*TASK INPUTS*:
Content starts
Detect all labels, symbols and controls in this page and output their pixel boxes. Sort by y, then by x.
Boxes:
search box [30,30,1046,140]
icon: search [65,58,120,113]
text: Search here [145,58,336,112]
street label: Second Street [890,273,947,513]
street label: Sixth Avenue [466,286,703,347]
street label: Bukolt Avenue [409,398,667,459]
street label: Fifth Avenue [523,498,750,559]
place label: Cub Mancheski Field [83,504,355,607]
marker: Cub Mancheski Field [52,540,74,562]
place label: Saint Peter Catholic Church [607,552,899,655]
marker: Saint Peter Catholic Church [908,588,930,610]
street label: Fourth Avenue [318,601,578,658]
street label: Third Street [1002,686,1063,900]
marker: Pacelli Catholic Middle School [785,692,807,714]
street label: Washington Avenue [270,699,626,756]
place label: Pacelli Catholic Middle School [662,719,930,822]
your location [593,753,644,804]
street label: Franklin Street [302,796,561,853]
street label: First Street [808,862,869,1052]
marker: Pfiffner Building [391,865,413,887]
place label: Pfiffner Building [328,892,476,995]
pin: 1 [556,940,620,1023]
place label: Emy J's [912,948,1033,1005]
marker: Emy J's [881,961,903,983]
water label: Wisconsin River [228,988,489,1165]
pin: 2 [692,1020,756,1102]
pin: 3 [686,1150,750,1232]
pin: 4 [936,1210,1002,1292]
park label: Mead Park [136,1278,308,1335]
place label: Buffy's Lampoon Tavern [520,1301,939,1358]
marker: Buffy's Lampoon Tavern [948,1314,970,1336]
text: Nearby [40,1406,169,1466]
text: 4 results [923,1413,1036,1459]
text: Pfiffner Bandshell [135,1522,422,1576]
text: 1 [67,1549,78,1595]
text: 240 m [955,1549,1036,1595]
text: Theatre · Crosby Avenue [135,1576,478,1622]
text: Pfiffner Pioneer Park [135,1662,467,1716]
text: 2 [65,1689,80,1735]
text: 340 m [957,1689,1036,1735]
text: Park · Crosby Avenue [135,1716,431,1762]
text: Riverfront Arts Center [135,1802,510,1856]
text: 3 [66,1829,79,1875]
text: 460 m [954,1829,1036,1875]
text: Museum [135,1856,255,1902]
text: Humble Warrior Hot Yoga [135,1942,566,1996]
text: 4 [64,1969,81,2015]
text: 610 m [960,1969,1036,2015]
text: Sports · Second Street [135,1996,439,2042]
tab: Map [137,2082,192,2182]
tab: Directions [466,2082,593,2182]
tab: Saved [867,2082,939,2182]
Content ends
Content starts
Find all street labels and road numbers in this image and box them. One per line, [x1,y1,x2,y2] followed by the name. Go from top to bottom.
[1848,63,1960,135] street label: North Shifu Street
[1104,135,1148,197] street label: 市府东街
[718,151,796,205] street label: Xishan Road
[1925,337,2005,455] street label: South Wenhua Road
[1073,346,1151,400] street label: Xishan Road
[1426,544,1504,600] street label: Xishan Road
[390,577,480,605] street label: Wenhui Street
Content ends
Content starts
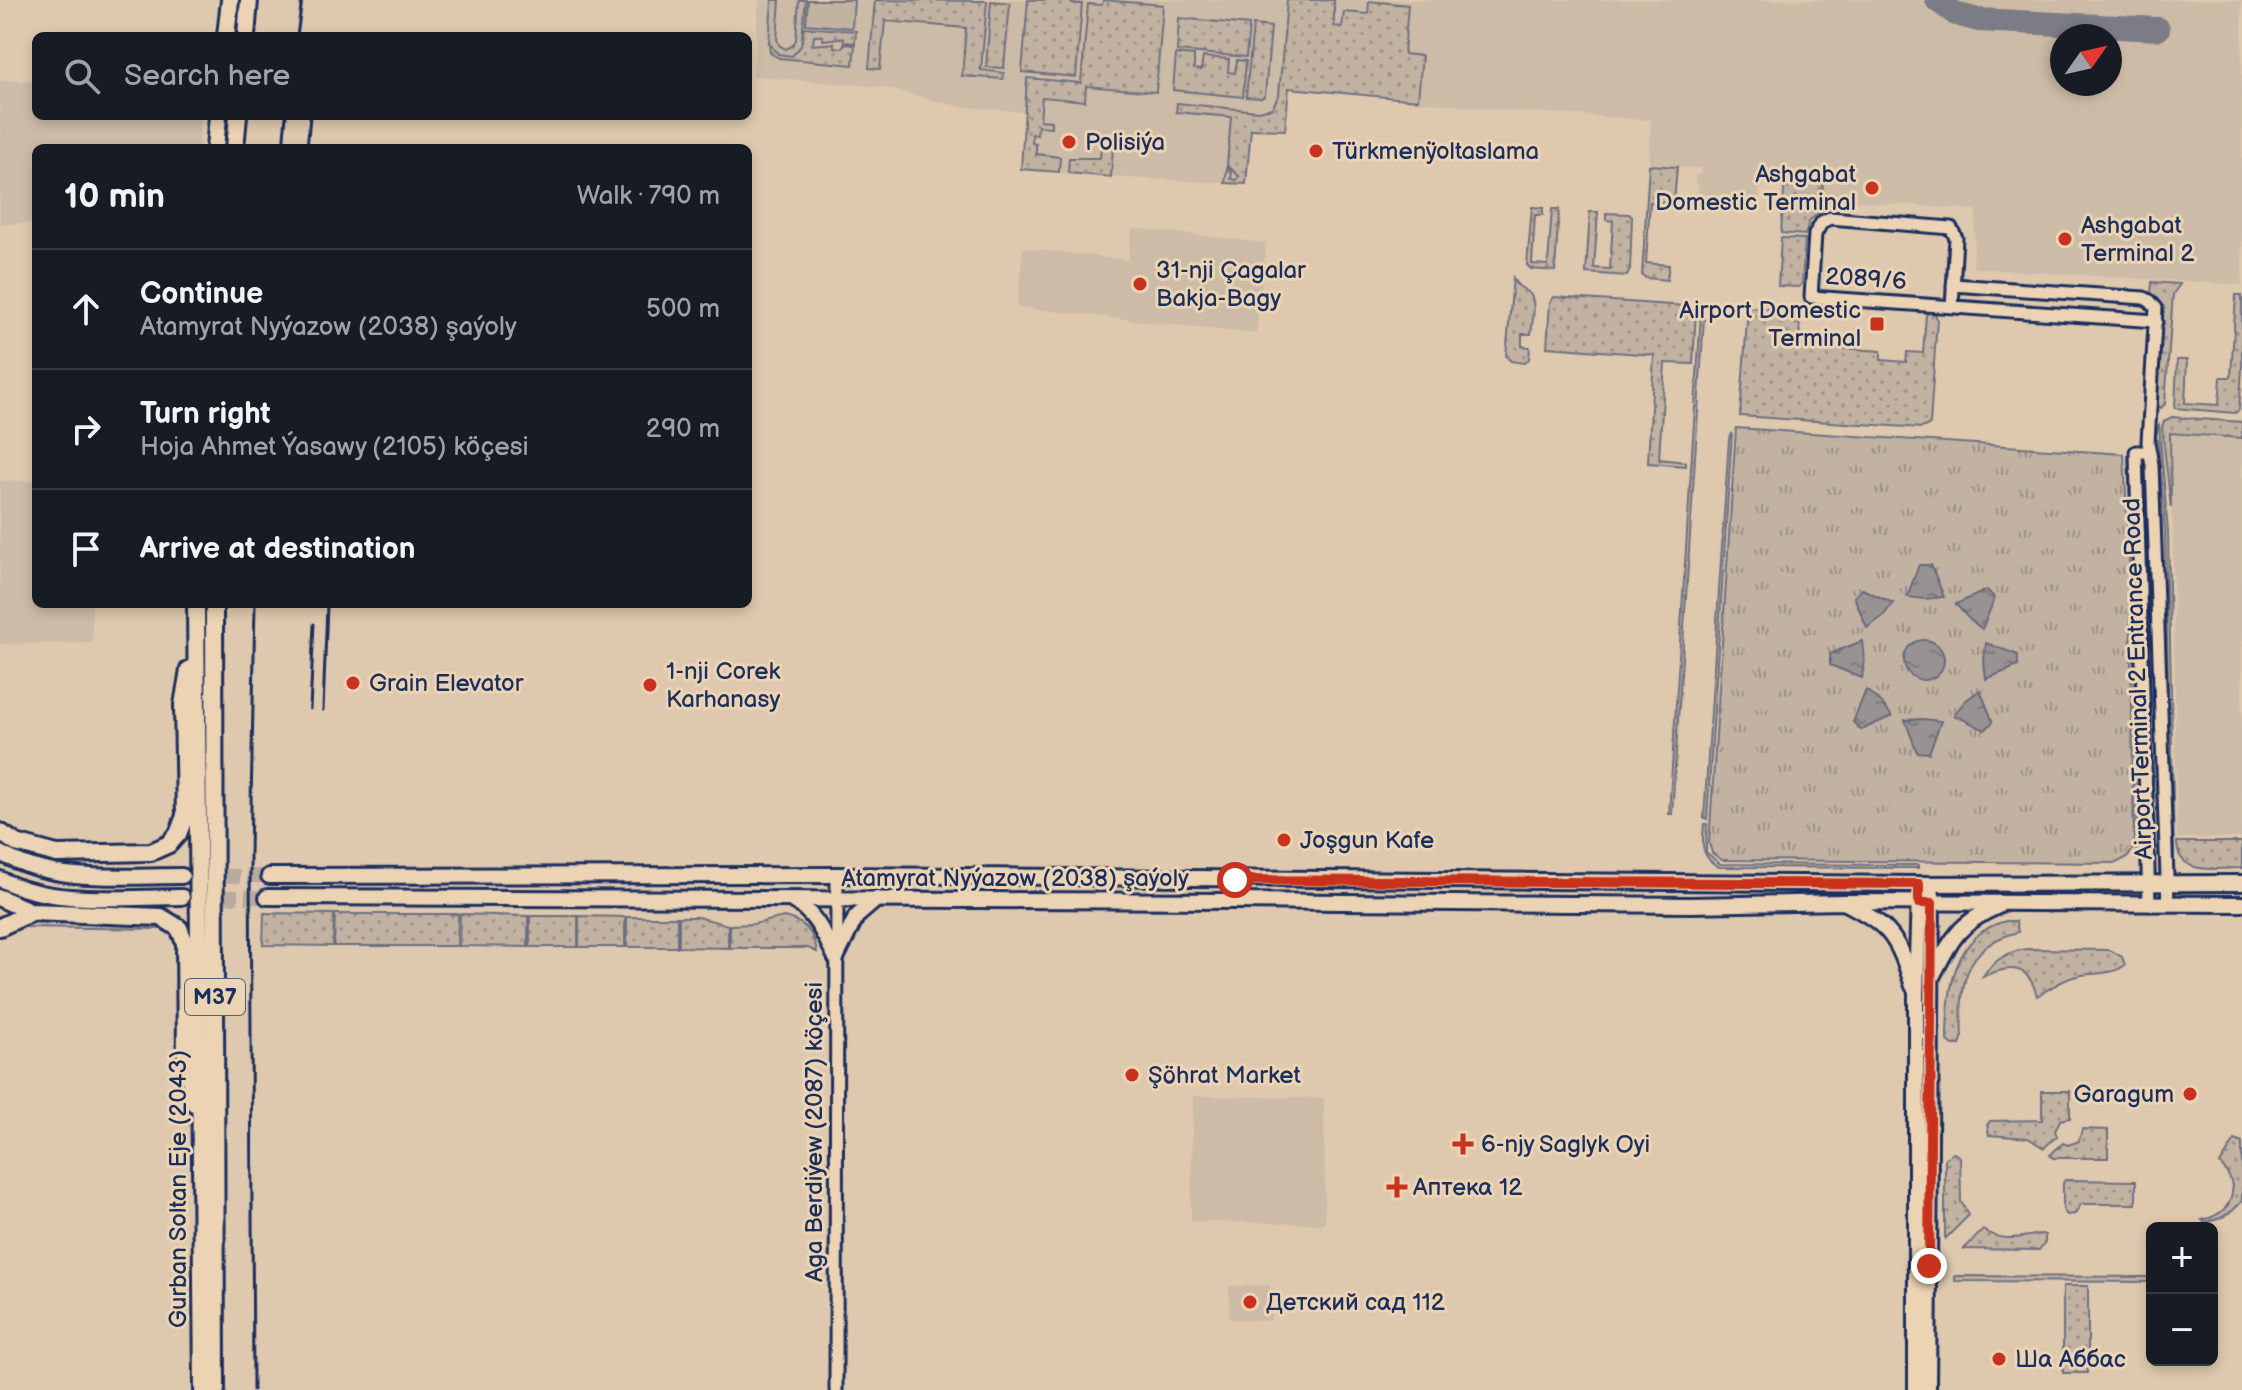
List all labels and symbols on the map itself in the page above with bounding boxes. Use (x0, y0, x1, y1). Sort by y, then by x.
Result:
Content ends
*WHAT YOU HAVE TO DO*:
Within the material above, find every line containing the word "then" and copy it.

*RESULT*:
Detect all labels, symbols and controls in this page and output their pixel boxes. Sort by y, then by x.
List all labels and symbols on the map itself in the page above with bounding boxes. Use (x0, y0, x1, y1). Sort by y, then by x.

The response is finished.